4. I found famous people born on August 31st at Today’s Canadian Birthdays:

• 1789: Peter McGill, businessman, politician, second mayor of Montreal.

• 1807: John Young, Lord Lisgar, Second Governor-General of Canada (1869-72)

•  1825: Robert Dunsmuir, [Canadian] coal mine and railway developer, industrialist and politician.

• 1931: Jean Béliveau, Montreal Canadiens hockey centre.

• 1932: Alan Fotheringham, [Canadian] journalist, wit.

I’m done!

Copyright © 2018, Yvonne Demoskoff.

Saturday, June 16, 2018

Saturday Night Genealogy Fun - What Did Your Father Love To Do?

It’s Saturday and Randy at Genea-Musings has issued his weekly challenge to his readers. With Father’s Day tomorrow, Randy asks, “What did your father really like to do in his work or spare time? Did he have hobbies, or a workshop, or did he like sports, or reading, or watching TV?”

Dad was a welder by trade and worked all over Ontario and Quebec, Canada, from the early 1950s until about 1979. He really liked this kind of work and he was very good at it, too. After we moved to British Columbia in 1979, Dad welded mostly for himself (like repairs on his MACK dump truck), but also for neighbors when they asked for his help with a project.
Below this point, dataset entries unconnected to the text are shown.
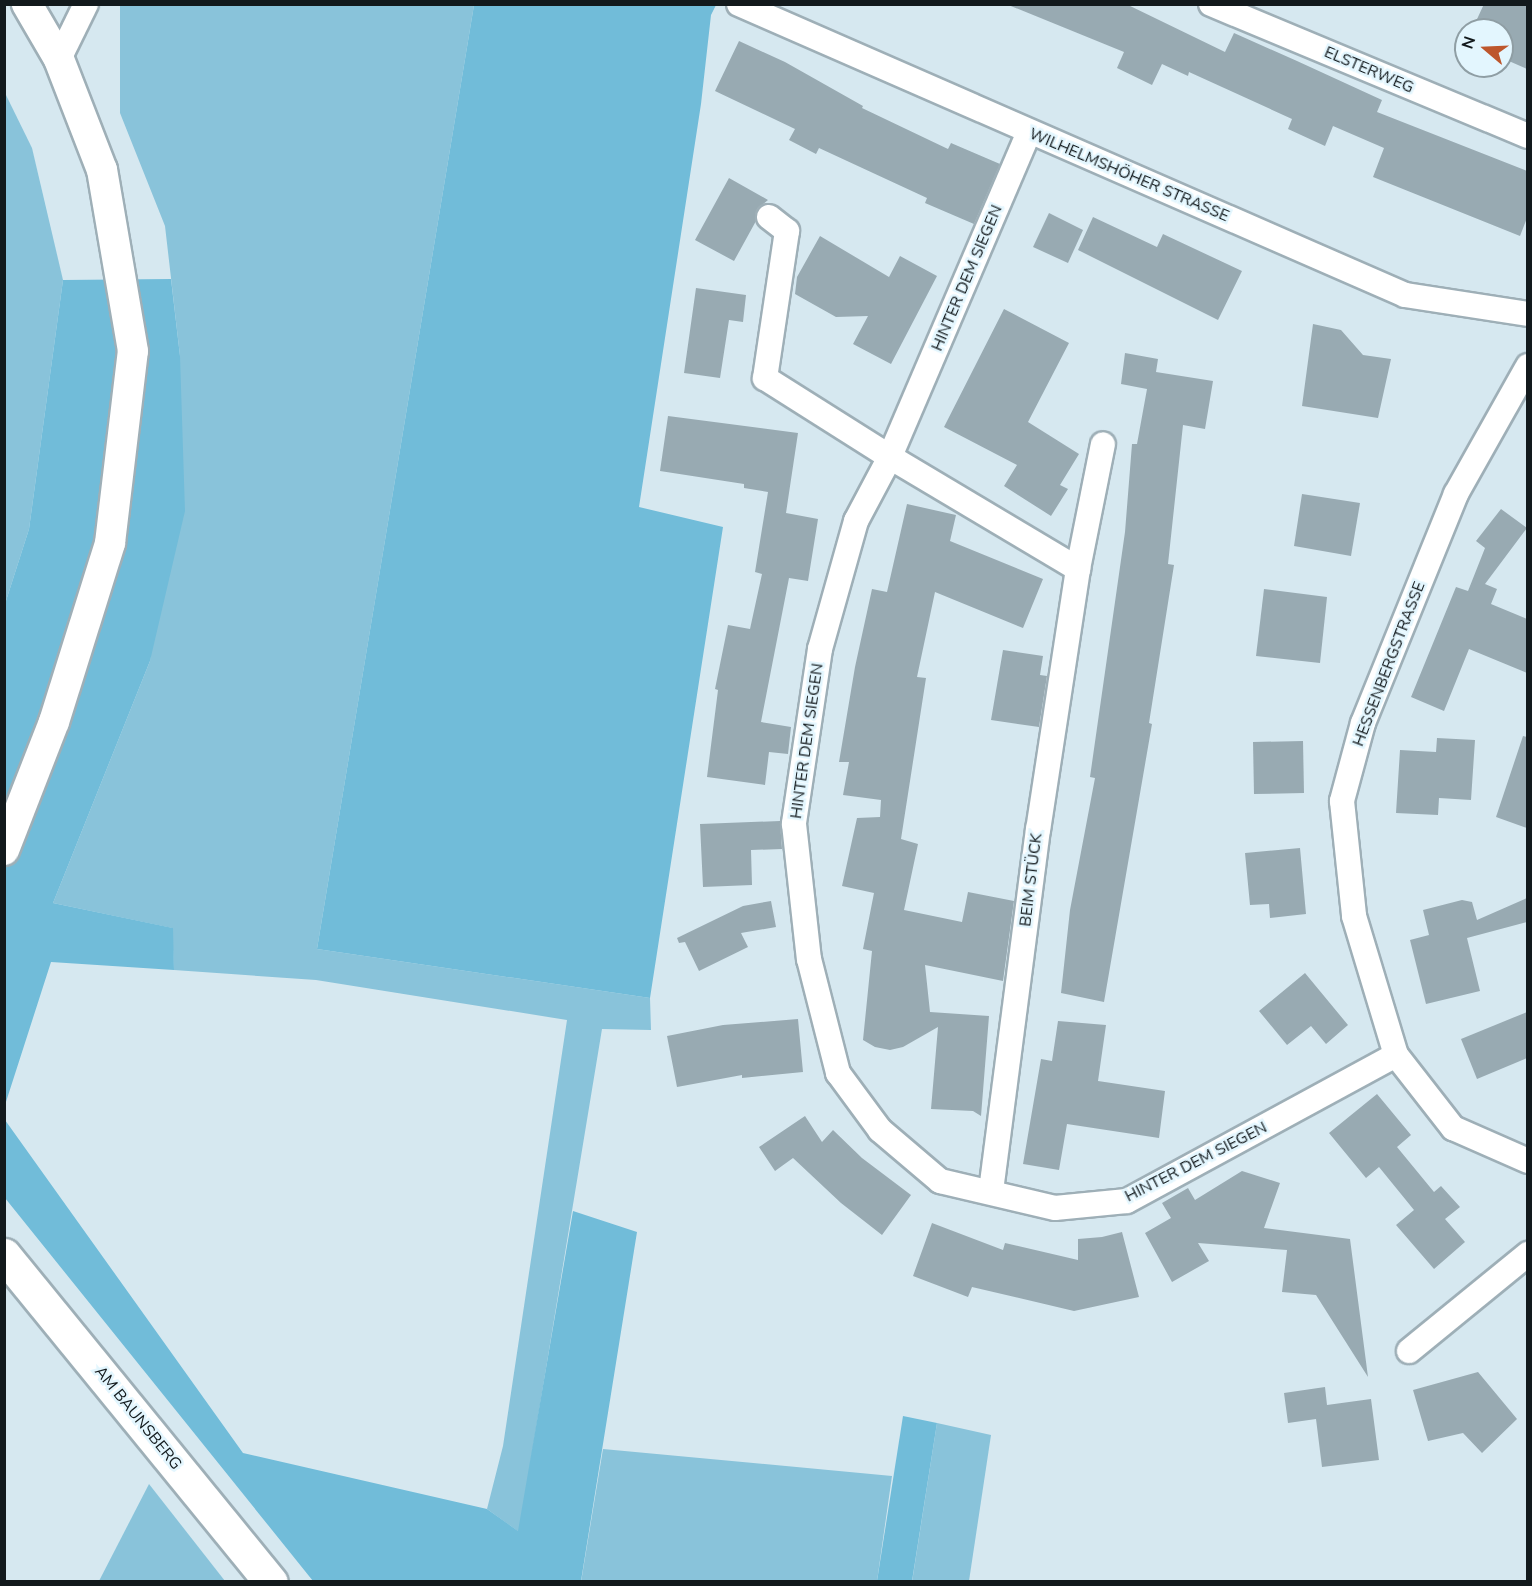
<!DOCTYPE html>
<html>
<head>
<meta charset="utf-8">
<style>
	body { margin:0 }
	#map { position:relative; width:1532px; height:1586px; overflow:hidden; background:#d6e8f0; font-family:"Nunito Sans",sans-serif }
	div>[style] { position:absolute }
	.green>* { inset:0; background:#89c3da }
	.forest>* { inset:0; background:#71bcd9 }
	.building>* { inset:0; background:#98aab2 }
	.roads { filter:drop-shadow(2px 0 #9eafb7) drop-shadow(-2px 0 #9eafb7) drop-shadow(0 2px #9eafb7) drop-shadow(0 -2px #9eafb7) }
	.minor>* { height:24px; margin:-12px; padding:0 12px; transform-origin:12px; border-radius:12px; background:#fff }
	.tertiary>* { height:30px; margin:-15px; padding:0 15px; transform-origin:15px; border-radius:15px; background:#fff }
	.secondary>* { height:33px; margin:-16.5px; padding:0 16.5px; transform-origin:16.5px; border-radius:16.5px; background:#fff }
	span { translate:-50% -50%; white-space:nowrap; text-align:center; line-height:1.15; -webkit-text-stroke:5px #e3f6fe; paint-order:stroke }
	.street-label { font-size:16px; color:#12191c }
	.frame { position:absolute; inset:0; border:6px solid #12191c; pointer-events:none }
	.north { position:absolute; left:1454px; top:18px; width:60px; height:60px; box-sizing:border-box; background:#e3f6fe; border:2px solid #8f9ea4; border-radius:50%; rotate:289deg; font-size:16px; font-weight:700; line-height:24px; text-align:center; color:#12191c }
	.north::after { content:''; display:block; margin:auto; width:21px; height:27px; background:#bd562c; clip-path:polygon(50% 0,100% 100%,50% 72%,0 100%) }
</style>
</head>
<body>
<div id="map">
	<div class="green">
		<div style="clip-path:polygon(120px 5px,474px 5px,317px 949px,650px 998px,651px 1030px,602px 1029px,519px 1532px,487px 1509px,503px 1446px,567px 1020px,316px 980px,174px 970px,172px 928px,53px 903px,150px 661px,180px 356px,165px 226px,120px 113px)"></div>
		<div style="clip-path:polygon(5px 93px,32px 148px,63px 280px,29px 529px,5px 604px)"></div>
		<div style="clip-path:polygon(937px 1423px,991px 1435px,969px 1581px,912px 1582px)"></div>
		<div style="clip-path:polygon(603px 1449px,892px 1476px,877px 1581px,581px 1582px)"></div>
		<div style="clip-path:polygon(149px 1484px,225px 1581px,99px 1581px)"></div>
	</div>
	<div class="forest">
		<div style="clip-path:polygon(474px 5px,716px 5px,711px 15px,701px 104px,639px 507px,723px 527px,650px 998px,317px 949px)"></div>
		<div style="clip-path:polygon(171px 279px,180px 356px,185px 511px,150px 661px,53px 903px,173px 928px,174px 970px,51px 962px,5px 1105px,5px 604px,29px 529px,63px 280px)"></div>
		<div style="clip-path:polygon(5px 1120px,243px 1453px,487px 1509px,518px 1531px,573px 1211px,637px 1232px,581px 1581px,313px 1581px,5px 1198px)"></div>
		<div style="clip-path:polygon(903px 1416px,937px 1423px,912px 1581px,877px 1581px)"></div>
	</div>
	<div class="building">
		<div style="clip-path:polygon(1006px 4px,1126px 4px,1225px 52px,1234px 33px,1297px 61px,1382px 100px,1377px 112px,1527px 171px,1527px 218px,1520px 236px,1373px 177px,1384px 148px,1333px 126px,1325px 146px,1288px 129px,1292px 119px,1189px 72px,1188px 76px,1162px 64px,1152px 85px,1117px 68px,1124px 52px)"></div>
		<div style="clip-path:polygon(1484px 4px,1527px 4px,1527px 69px,1502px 58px,1502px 30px,1472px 30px)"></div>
		<div style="clip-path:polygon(739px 41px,785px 62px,863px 106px,862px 108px,948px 149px,951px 143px,1000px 164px,974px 224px,925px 203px,927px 198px,819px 148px,816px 154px,789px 140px,795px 129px,715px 91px)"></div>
		<div style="clip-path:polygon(729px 178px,768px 200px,757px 209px,756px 221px,734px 261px,695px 240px)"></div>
		<div style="clip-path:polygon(1049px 213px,1083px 230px,1068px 263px,1033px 247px)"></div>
		<div style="clip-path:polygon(1093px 217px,1157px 247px,1163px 234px,1242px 271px,1218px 320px,1078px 250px)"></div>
		<div style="clip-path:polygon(820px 236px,889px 277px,900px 256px,937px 276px,891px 364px,853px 344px,868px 316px,836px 317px,795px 294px,797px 277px)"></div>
		<div style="clip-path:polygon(696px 288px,746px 295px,743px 322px,729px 320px,720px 378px,684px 373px)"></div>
		<div style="clip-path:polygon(1004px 309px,1069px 343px,1028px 422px,1079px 454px,1060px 485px,1068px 489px,1051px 516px,1004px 486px,1017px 465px,944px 427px)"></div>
		<div style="clip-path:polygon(1313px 324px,1341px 330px,1363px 355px,1391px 359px,1378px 418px,1302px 406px)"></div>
		<div style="clip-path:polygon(1125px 353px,1158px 359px,1156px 372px,1213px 381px,1205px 429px,1183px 425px,1168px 564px,1174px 565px,1149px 723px,1152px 724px,1104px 1002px,1061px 993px,1070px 910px,1095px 778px,1090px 777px,1125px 532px,1132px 444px,1137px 444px,1147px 389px,1121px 384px)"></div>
		<div style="clip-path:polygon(668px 416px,798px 433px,786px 513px,818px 519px,808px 581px,789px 578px,761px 722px,791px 727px,788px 754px,769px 752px,765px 785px,707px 777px,718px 690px,715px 689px,728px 625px,750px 629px,762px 574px,755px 572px,768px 492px,744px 488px,744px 484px,660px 471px)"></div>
		<div style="clip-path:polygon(1302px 494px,1360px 503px,1351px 556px,1294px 546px)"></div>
		<div style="clip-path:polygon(907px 504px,956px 515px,950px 541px,1043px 579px,1023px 628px,935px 592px,917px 677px,926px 678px,901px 839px,918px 844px,904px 910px,962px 922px,968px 892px,1014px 901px,1003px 981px,925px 965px,930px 1012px,989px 1016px,981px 1116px,973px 1111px,931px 1109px,938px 1027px,903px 1047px,890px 1050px,875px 1047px,863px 1040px,872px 951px,863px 949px,874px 893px,842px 886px,857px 818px,880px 817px,881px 800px,843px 795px,849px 762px,839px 762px,855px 667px,872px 589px,887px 592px)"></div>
		<div style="clip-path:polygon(1501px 509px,1527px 528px,1485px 584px,1497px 589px,1491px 604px,1527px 619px,1527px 673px,1469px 649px,1444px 711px,1411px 697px,1456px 587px,1468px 591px,1485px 548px,1476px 541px)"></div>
		<div style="clip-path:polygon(1264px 589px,1327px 597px,1320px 663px,1256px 656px)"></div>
		<div style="clip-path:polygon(1003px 650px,1043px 656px,1040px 675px,1047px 676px,1039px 727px,991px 720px)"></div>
		<div style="clip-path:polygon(1523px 736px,1527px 737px,1527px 828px,1496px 817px)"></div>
		<div style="clip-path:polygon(1437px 738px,1475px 740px,1471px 800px,1439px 798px,1438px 815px,1396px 813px,1400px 750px,1436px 752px)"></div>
		<div style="clip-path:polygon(1303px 741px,1304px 793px,1254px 794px,1253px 742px)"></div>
		<div style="clip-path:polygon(780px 821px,782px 849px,751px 850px,752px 885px,703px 887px,700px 824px)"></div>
		<div style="clip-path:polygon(1300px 848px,1306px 914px,1270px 918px,1269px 904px,1250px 905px,1245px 853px)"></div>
		<div style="clip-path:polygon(1527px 898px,1527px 922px,1467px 938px,1480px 991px,1426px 1004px,1410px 940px,1429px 935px,1423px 910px,1462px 900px,1472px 902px,1477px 920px)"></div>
		<div style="clip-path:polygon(771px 901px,776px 927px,741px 933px,748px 947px,699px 971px,685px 942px,679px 943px,677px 938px,743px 906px)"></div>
		<div style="clip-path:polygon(1305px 973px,1348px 1025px,1326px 1044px,1311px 1026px,1287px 1045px,1259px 1011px)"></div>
		<div style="clip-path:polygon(1527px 1012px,1527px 1058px,1477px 1079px,1461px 1039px)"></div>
		<div style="clip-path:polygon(798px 1019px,803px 1072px,742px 1078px,742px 1075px,677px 1087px,667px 1036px,723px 1025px)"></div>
		<div style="clip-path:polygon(1058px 1021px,1106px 1025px,1098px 1081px,1165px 1091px,1159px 1138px,1067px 1124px,1059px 1170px,1023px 1164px,1041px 1059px,1052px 1061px)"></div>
		<div style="clip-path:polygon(1377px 1094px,1411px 1135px,1397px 1147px,1434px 1192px,1441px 1186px,1460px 1207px,1445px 1219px,1465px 1242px,1434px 1269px,1396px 1225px,1414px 1210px,1379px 1167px,1366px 1178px,1329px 1133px)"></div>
		<div style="clip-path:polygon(805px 1116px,822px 1142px,833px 1130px,862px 1158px,911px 1195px,882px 1235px,841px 1203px,793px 1158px,775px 1171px,759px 1147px)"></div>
		<div style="clip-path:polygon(1242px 1171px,1280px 1183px,1264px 1228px,1350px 1239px,1368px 1377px,1316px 1295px,1282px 1292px,1287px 1250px,1198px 1243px,1209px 1261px,1172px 1282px,1145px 1233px,1171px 1218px,1162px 1203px,1188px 1188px,1195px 1200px)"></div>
		<div style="clip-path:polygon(932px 1223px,1003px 1250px,1005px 1243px,1078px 1260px,1078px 1239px,1102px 1237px,1122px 1232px,1139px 1297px,1074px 1311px,972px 1287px,968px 1297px,913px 1276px)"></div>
		<div style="clip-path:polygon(1478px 1372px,1517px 1419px,1482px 1453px,1463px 1433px,1428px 1441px,1413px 1390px)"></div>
		<div style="clip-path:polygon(1325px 1387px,1327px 1405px,1371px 1399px,1379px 1460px,1322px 1467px,1316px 1419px,1288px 1423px,1284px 1393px)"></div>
	</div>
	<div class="roads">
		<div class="minor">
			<div style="left:739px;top:4px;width:727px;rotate:23.6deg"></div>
			<div style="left:1405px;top:295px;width:124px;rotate:8.8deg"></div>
			<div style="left:1211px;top:4px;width:343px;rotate:22.6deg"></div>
			<div style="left:59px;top:59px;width:61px;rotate:-63.9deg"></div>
			<div style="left:1029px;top:132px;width:353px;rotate:113.2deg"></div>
			<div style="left:890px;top:457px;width:72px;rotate:118deg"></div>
			<div style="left:856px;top:521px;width:133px;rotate:105.7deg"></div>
			<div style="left:820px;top:649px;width:177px;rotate:98.5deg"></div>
			<div style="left:794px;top:824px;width:136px;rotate:83.7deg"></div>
			<div style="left:809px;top:959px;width:118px;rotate:75.7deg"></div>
			<div style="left:838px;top:1073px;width:71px;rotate:53.6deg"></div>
			<div style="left:880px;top:1130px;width:79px;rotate:40.4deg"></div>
			<div style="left:940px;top:1181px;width:118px;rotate:13.2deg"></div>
			<div style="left:1055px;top:1208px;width:72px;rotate:-5.6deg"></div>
			<div style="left:1127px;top:1201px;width:306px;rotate:-28.5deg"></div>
			<div style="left:769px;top:217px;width:23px;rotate:38deg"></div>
			<div style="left:787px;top:231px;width:149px;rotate:98.5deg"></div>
			<div style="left:765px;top:378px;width:148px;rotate:32.3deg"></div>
			<div style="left:890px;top:457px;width:219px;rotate:30.8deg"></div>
			<div style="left:1078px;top:569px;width:263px;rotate:98.7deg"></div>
			<div style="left:1038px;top:829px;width:366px;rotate:97.4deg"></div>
			<div style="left:1528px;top:366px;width:147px;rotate:119.4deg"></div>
			<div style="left:1456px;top:494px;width:247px;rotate:112.1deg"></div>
			<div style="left:1363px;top:723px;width:81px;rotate:105.1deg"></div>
			<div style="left:1342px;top:801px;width:116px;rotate:84deg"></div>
			<div style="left:1354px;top:916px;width:145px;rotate:73.2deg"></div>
			<div style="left:1396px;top:1055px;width:93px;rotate:52deg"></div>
			<div style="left:1453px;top:1128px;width:82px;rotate:23.7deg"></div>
			<div style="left:1078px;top:569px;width:127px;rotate:-78.7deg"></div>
			<div style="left:1409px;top:1351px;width:154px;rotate:-39.2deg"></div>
		</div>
		<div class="tertiary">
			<div style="left:4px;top:850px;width:137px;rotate:-68.7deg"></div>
			<div style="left:54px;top:722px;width:188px;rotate:-72.6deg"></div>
			<div style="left:110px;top:543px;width:193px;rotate:-83.2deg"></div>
			<div style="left:133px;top:351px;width:184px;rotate:-99.7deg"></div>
			<div style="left:102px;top:170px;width:119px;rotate:-111.2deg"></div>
			<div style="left:59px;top:59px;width:64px;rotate:-120.2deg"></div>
		</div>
		<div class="secondary">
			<div style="left:4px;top:1255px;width:422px;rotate:50.8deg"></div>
		</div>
	</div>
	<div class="street-label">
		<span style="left:1369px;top:70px;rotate:23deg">ELSTERWEG</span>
		<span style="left:1129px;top:175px;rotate:23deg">WILHELMSHÖHER STRASSE</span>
		<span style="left:967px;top:278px;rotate:-67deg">HINTER DEM SIEGEN</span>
		<span style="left:1389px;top:664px;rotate:-69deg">HESSENBERGSTRASSE</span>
		<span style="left:807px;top:741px;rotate:-82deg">HINTER DEM SIEGEN</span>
		<span style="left:1031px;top:880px;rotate:-83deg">BEIM STÜCK</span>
		<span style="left:1196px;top:1162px;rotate:-27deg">HINTER DEM SIEGEN</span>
		<span style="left:138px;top:1418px;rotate:51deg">AM BAUNSBERG</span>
	</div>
	<div class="frame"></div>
	<div class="north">N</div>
</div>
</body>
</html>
Trucking was Dad’s second favorite job, whether it was in partnership with his brother Ray building roads in the mountains between Hope and Boston Bar (here in B.C.) in the 1980s or when he drove snow plow trucks for the local highways department in the winter months to supplement his income.

Dad didn’t belong to service or sports clubs, not because he didn’t think they weren’t worthwhile, but because he liked the freedom to choose what he wanted to do and when he wanted to do it.

In the 1960s, Dad liked fishing, particularly for doré (I think it's walleye in English), abundant in Ontario where we lived. He had the usual gear, like fishing rods, reels, and tackle. What I liked best of all that stuff were the fly lures. At six or seven years old, I found their multi-coloured feathers pretty to look at, but nasty if I accidently pricked myself with a barbed hook.

Dad discovered the fun of CB radios in the 1970s. He was quite the enthusiast and bought himself a base station, desk mic, and an antenna tower.

When Dad more or less retired from trucking in the 1990s, he took up metal detecting. He treasure-hunted everywhere, from the field across the road by our house, to English Bay beach in Vancouver. When he and Mom travelled in the summer, Dad made sure his metal detector went with him.